London, England, 1986
It was hard enough being intelligent, ambitious and educated for a woman looking for a job in the City, but being English of Jamaican parentage didn't make things any easier.
It didn't help that her Mama burdened her with the Christian name, Shaniqua, to go with the equally awkward family name of Bumrod. When she didn't get an intership with a City bank upon graduating Christ Church in Oxford with first class degree with honours in Economics, she put it down to her name, so by deed poll she transformed herself into Fiona Wainright and thereafter had no trouble finding interviews.

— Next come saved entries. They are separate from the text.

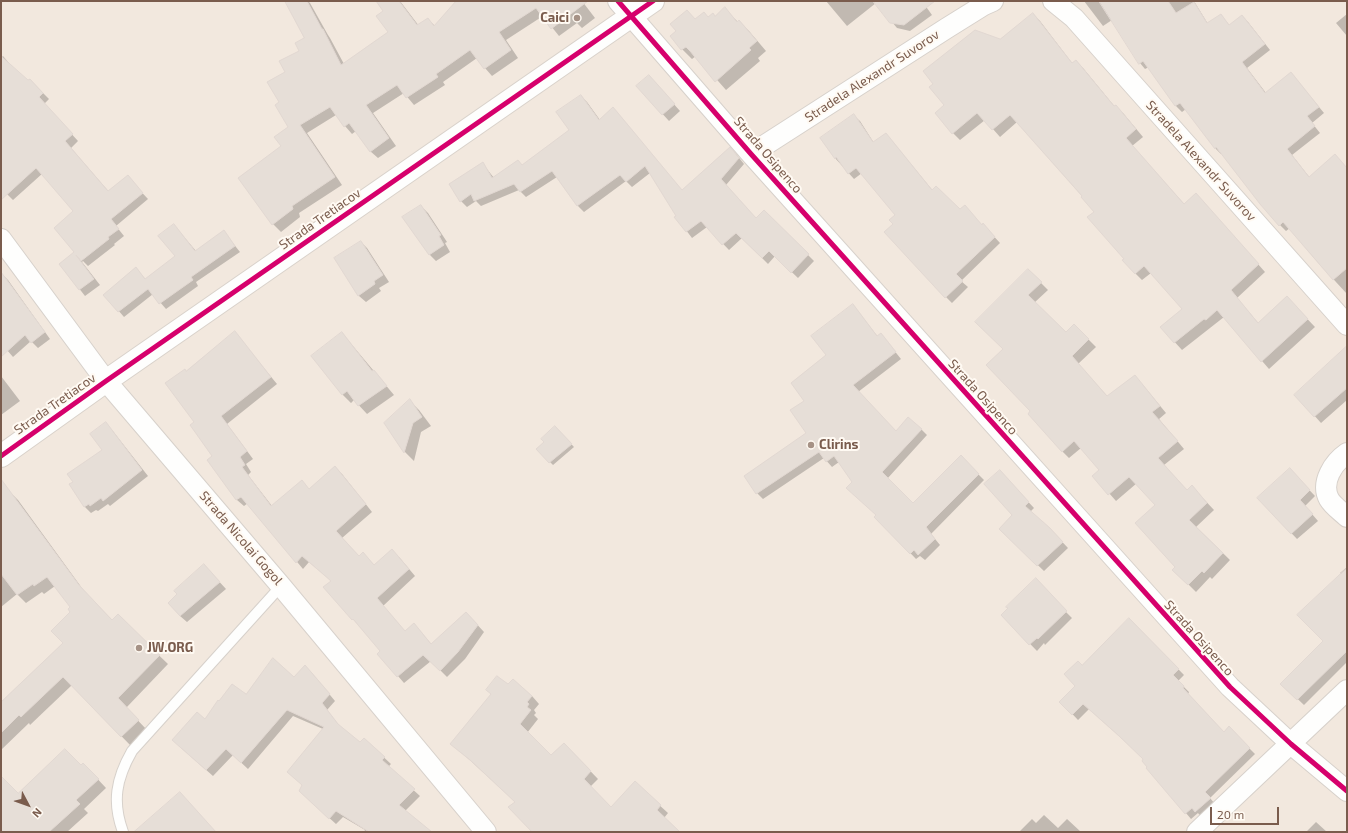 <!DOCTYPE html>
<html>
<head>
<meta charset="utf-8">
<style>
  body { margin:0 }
  #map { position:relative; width:1348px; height:833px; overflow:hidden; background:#f9f5f0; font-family:"Exo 2",sans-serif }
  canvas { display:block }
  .frame { position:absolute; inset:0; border:2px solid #7a5c4d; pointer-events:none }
  .north { position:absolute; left:8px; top:785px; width:40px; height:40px; -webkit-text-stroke:3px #fffaf3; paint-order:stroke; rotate:131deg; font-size:11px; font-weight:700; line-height:16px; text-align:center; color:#7a5c4d }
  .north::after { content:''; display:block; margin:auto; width:14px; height:18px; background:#7a5c4d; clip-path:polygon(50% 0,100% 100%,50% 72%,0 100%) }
  .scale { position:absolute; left:1210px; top:807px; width:69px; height:18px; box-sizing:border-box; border:2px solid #7a5c4d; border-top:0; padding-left:5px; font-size:12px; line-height:14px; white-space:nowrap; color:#7a5c4d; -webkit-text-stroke:3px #fffaf3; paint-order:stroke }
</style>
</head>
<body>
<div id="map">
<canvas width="1348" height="833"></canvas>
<div class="frame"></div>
<div class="north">N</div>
<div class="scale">20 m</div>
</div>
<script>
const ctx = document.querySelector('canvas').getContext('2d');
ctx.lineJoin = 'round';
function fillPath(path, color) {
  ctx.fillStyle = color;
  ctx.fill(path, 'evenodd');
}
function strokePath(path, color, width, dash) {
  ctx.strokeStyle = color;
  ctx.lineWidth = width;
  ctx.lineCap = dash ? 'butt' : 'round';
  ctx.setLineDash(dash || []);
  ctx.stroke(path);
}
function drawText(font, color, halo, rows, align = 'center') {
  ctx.font = font + ' "Exo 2",sans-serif';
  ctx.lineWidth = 4;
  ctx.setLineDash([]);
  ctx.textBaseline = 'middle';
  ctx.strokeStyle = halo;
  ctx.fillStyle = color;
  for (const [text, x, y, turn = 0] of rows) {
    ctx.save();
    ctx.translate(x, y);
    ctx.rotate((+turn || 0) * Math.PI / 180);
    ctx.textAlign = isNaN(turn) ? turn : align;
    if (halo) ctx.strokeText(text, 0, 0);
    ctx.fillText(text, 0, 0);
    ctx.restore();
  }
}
const residential = new Path2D(`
  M1,1H1347V832H1Z`);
const shadow = new Path2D(`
  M293,1H308L310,3L328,35L330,38L344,64L389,32L385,12L377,1H400L419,26L428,19L435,26L457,1H582L595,18L582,28L577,23L559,36L543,16L506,40L518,58L492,76L485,68L477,58L443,82L445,85L414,105L404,93L373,113L396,146L378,158L370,151L356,131L352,134L345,126L336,115L307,133L342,185L299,213L300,217L281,232L273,224L239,178L282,147L290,128L280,102L286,73L300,52L306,39Z
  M826,1H922L932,15L910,31L897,28L876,3L847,26Z
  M1084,1H1194L1208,24L1221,15L1230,26L1242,16L1248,22L1270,50L1247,68L1266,93L1291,73L1324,113L1312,123L1320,133L1292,155L1310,178L1347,169V294L1314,258L1290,228L1286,231L1280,225L1222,153L1221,154L1215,148L1186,109L1182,112L1176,106L1149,67L1145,69L1140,63L1112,20L1103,26Z
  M725,9L738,22L739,21L749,31L766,51L758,58L760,61L726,90L696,56L692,59L682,49L695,20L715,17Z
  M1033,14L1040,21L1072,63L1076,61L1083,68L1115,107L1123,113L1143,137L1132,146L1185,205L1203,202L1265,272L1237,298L1259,324L1294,305L1315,327L1269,369L1224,317L1182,350L1161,327L1183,309L1151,273L1142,280L1135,273L1095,212L1083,197L1017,122L1000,137L985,120L960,140L953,133L946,105L1000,41Z
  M1347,14V36L1336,23Z
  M3,56L15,70L28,81L30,80L49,99L44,104L78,141L71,148L109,192L133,183L148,199L116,226L124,236L114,244L115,245L88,266L83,261L82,262L100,285L85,296L60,264L76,253L75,211L43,173L13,200L1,188V58Z
  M655,83L680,111L669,121L638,87Z
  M581,96L587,102L600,120L682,191L736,154L744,164L726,185L756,219L764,211L814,261L798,278L775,256L768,264L742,238L729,250L707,227L692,238L676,217L677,216L650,173L632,187L626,181L584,212L578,206L557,177L526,197L519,190L481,206L476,201L467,207L461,201L483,164L494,178L523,166L571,131Z
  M854,116L860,121L874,143L892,141L933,191L989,231L1000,243L961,281L968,287L952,303L946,297L894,224L896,215L862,173L854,179L835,158Z
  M421,206L428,213L447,242L445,243L450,252L436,261L430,255L404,218Z
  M179,231L196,251L224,232L240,252L196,282L198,286L166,309L153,294L124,317L105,295L136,268L146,280L176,256Z
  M361,242L367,248L389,282L379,288L381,291L366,302L359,296L335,258Z
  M1028,270L1048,290L1034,303L1066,333L1074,325L1096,347L1078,364L1108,397L1142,384L1166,413L1159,419L1184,449L1164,465L1187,491L1199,494L1214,510L1196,527L1230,560L1212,579L1210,577L1196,592L1174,570L1177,567L1157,505L1137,483L1116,501L1094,476L1101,470L1081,448L1069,458L1062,451L1032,411L1004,349Z
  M2,274L8,280L50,339L38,348L31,341L13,357L1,343Z
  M853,305L878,337L881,334L901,359L858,392L896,432L921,429L927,435L887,479L913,504L961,457L984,480L931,534L940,545L925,560L920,556L916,559L876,517L877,515L839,462L832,467L824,458L763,499L757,493L807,434L805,401Z
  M235,333L277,384L227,424L253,459L246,464L251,472L248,475L272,506L310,490L335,467L342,474L372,512L342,538L359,557L370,561L375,566L399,557L415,576L383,606L405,632L420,631L432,645L473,620L484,632L465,659L447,677L431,661L404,683L398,676L382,651L325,588L332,581L309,562L303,569L248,503L244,506L237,500L195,422L186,372Z
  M342,333L394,395L367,414L354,400L351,403L342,394Z
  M1347,362V400L1321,423L1296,395Z
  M1,376L20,401L1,415Z
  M410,401L419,410L431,426L421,432L414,461L405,452L385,423Z
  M555,427L574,447L553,465L537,449L545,442Z
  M112,430L148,476L110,506L108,504L98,511L96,510L91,513L85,507L71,485L104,450Z
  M1295,475L1315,496L1305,506L1318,521L1297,539L1258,498Z
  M1005,477L1034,508L1030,512L1049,528L1068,548L1044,571L1000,529L1013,515Z
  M9,491L18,500L87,595L113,621L118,616L168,664L126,708L147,730L130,745L72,685L30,725L29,723L1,750V703L64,643L72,612L71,607L55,586L44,594L42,592L26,603L17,594L1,607V497Z
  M204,565L226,589L187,622L180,616Z
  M1347,567V662L1304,705L1282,684L1325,641L1341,574L1340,573Z
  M1061,607L1072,618L1045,645L1044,643L1037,651L1002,615Z
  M1129,619L1184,675L1178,681L1189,692L1188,694L1224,733L1229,728L1255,754L1210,798L1215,804L1201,817L1198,813L1191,819L1148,768L1145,759L1089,709L1078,720L1061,702L1076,686L1082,667Z
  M311,672L335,701L327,710L341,728L360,744L364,739L391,764L388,767L420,796L405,811L430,832H364L365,830L343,817L336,824L306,797L323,729L293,716L248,769L233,755L213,776L179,746L205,720L246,696Z
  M508,686L532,696L539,704L534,710L536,713L534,715L538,719L527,733L551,757L572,752L598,779L590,787L611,809L635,783L668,813L664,818L678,832H533L516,802L452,744Z
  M81,767L92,773L106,788L84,809L88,813L67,832H1V806L18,794Z
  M1044,815L1058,828L1067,819L1081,832H1019L1032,819L1036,823Z
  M1316,822L1327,832H1306Z`);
const building = new Path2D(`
  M285,1H307L322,29H323L341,65L388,32L376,16L383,11L376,1H399L417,25L428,18L434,26L456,1H588L551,29L536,8L499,32L511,50L484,69L470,50L436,74L438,77L406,98L397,85L366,105L389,138L370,152L349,123L344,127L330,107L300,125L335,177L292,206L293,209L272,225L238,178L281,146L274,137L288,127L275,105L279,102L267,82L285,72L279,61L299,51L295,43L304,38Z
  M873,1H935L904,25L890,23Z
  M1099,1H1168L1176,13L1194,2L1207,23L1221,14L1229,25L1242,15L1265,44L1242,62L1265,93L1291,72L1319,107L1307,116L1315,126L1287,149L1309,177L1335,154L1347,168V268L1333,280L1283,222L1279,226L1260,204L1216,147L1215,149L1180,103L1175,106L1143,61L1139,64Z
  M725,7L737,22L739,20L757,41L749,48L751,50L715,82L690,51L686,47L681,50L670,36L676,31L670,24L687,10L695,19L704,12L708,17L713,13L715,16Z
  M1033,13L1072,63L1076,60L1114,106L1116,105L1136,129L1126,138L1184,204L1196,193L1259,264L1231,290L1258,323L1287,296L1308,319L1261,362L1217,310L1206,320L1204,319L1174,343L1160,327L1182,309L1144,266L1135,274L1122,260L1124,259L1087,217L1094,212L1081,197L1082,196L1010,115L992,130L977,113L952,134L935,113L944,105L929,87L933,84L923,71L975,30L1000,39Z
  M1,56L28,80L30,79L43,93L39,97L73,134L65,141L108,191L128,175L143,193L111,219L119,229L108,237L109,239L81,261L76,255L94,279L79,290L59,264L74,252L54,228L73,211L36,168L1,200Z
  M649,75L675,104L662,115L636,86Z
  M581,95L599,120L613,107L682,190L730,147L739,158L721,179L756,218L764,210L809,254L791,273L769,251L762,258L736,233L722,245L701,221L686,232L674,217L676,216L645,166L626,182L620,175L577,206L552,171L520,192L514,184L474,201L471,194L460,202L449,184L483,162L492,178L518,160L522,165L569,130L556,112Z
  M854,114L873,142L886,133L932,190L936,186L960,209L965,205L982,225L983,223L995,237L956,274L963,281L945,298L884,232L893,224L889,220L895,215L856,168L848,174L836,157L835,159L820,138Z
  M421,205L441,235L439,236L444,245L429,255L402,217Z
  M174,224L195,251L224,230L235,246L191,277L193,280L159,304L148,289L118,312L103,295L136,267L145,279L175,256L158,236Z
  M361,241L383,275L374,281L375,284L358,296L334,258Z
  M1028,269L1042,282L1028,295L1066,332L1074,324L1089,339L1072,356L1107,396L1135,375L1160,406L1152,412L1178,441L1158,458L1187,490L1192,485L1207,503L1189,520L1223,553L1204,573L1202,571L1188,585L1172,570L1175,567L1135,523L1155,505L1129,477L1108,495L1092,476L1099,470L1074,441L1062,452L1028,414L1030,411L986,365L1003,349L975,322Z
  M1,272L45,332L31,343L25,335L1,357Z
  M853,304L877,336L881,333L896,352L853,385L896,431L908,417L922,429L882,472L913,503L961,455L979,474L926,527L935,539L918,555L914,550L910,554L874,517L876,515L846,488L852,482L834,456L826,462L819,452L756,494L744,476L806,433L790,410L804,401L791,383L826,355L811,336Z
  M235,331L271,377L221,416L247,451L240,457L245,465L242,467L271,506L302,480L309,489L335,466L366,504L336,531L359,556L363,552L374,565L392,549L409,569L377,598L405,631L414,623L431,644L466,612L478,625L458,652L440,671L423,655L397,677L377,654L380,651L353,619L352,620L323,587L331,581L302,556L296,563L241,497L236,500L207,460L212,456L190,425L194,422L165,383L185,369L186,371Z
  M342,332L372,371L374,370L387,386L358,406L347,391L342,395L311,356Z
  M1347,346V388L1314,417L1294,395Z
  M410,399L422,417L413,423L404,453L384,423Z
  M106,422L142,470L103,501L101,498L90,506L89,504L84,507L69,484L73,482L67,474L102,450L90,434Z
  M555,426L572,444L549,463L536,449L544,442L541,439Z
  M1290,468L1310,490L1300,500L1313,514L1291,534L1257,498Z
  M1000,470L1029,502L1025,506L1050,528L1063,542L1037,566L999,529L1012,515L984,484Z
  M1,479L79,585L112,620L118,614L160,655L118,698L139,720L121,737L63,677L21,717L19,715L1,733V702L63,643L51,631L70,612L68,609L70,607L47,577L34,586L33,584L17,595L1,574Z
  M204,564L220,582L180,616L168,603L177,594L174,591Z
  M1347,568V651L1297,700L1280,684L1323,641L1297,615Z
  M1036,578L1067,611L1038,639L1037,638L1029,645L1001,615L1008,608L1006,607Z
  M1129,618L1179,669L1173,675L1184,686L1183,688L1224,732L1229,726L1250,748L1205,792L1211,798L1195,812L1192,808L1185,814L1146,768L1147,767L1142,761L1143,759L1119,736L1083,704L1072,715L1059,702L1075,686L1064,674L1078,661L1082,665Z
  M273,658L294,677L305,665L330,694L322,703L338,724L360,742L364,738L385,757L382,760L415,789L399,805L432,832H369L336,811L329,819L299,791L302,785L287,772L324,727L287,710L241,763L226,749L206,770L172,740L197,712L205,719L218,700L219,701L232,684L246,694Z
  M497,676L508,684L513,679L532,696L527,702L529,704L527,707L531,710L520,724L551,755L564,743L591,771L584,779L611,807L635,781L661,805L657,810L680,832H532L508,807L515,802L470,760L450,744L491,694L486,690Z
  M65,749L81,765L83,763L99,779L76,800L80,804L49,832H1V776L18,793Z
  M180,792L216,832H134Z`);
const lane = new Path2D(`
  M123,832C112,802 116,779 132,751L281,586`);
const street = new Path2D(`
  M618,1L751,154L1230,687L1291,744L1347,791
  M1053,1L1074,18L1347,325
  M751,154L947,28L984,5L993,1
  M1,239L106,381L281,586L486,832
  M1347,453C1334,462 1320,482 1329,499C1333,506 1342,512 1347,517
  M1197,832L1347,690`);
const secondary = new Path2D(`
  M1,456L106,381L653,1`);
const cycleway = new Path2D(`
  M618,1L751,154L1230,687L1291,744L1347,791
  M1,456L106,381L653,1`);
const markers = [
  [577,18,4,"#a69286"],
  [811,445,4,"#a69286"],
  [139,648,4,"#a69286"]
];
const poiNames = [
  ["Caici",569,18,"right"],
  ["Clirins",819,445],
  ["JW.ORG",147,648]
];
const streetNames = [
  ["Stradela Alexandr Suvorov",872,76,-33],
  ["Strada Osipenco",768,155,49],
  ["Stradela Alexandr Suvorov",1201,161,48],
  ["Strada Tretiacov",320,219,-35],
  ["Strada Osipenco",983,397,48],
  ["Strada Tretiacov",55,404,-35],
  ["Strada Nicolai Gogol",241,538,49],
  ["Strada Osipenco",1199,638,48]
];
fillPath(residential, '#f2e8de');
fillPath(shadow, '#0003');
fillPath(building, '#e6ded7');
strokePath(building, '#e2d8d2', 1);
strokePath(lane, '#d7d1cb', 12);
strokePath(street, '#d7d1cb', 22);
strokePath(secondary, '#d9d2cb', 24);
strokePath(lane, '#fefefd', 10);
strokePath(street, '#fefefd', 20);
strokePath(secondary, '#fefefd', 22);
strokePath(cycleway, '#d6006c', 5);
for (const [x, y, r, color] of markers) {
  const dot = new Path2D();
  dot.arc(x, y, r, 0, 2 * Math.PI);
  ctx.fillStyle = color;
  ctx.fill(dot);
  strokePath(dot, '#fffaf3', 1.5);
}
drawText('bold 13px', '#7a5c4d', '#fffaf3', poiNames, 'left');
drawText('13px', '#7a5c4d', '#fffaf3', streetNames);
</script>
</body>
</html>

Once on the interview list, she soon landed a starting position in the Corporate Communications department of a major American bank who had just gobbled up and mashed together a merchant bank, two brokers and a jobber.
It was Shaniqua's, pardon, Fiona's, mission within the team to find ways of convincing the English that they should either start thinking with an American focus on the bottom line or find another opportunity elsewhere.
Fiona loved the work. She loved awakening every morning to Mama's coffee and bami or ackee and scrambled eggs, getting on the train from Lewisham to London Bridge, walking across London Bridge with the herds and taking up her post in the last row of the brand new open plan trading floor that stretched out across a vast expanse encased by tall, plate glass windows that flooded light into the working environment from every direction. The open outcry Stock Exchange trading floor had been closed for less than a year but already brutish barrow boys and slick ex-Guards gentlemen were working the multi-line telphones and price screens as if there had never been any other way of trading. It was noisy, vibrant and fun. Champagne flowed at lunch. Wine after work. Cocaine was everywhere and Fiona was in demand as the 'dusky' brain with a body to go with it.
Her desk was her domaine. Whatever was asked of her, no matter how late it took her into the night to deliver, she delivered. She gathered influence, minute by minute, day by day, scrap by scrap until Directors and Chairman consulted her before taking important decisions.
She was overvalued and underpaid and she knew it. But every time she pressed for more she got the same answer.
'Sorry luvie, you are a cost centre not a revenue centre and costs must be kept down.'
Her father was a bus driver for London Transport and it was not until she discovered that his union pension fund was being managed by the bank did she find the opportunity to improve her potential income. But that opportunity would come at a price.
She would be forced to choose between defrauding the owners of that pension fund, working people like her father and mother, or being shut out of the world she desparately wanted to become part of.
It was a dilemma that would imperil her own life as well as the well being and prosperity of people she loved. Was it a price worth paying? Can we move up without stepping on those left behind?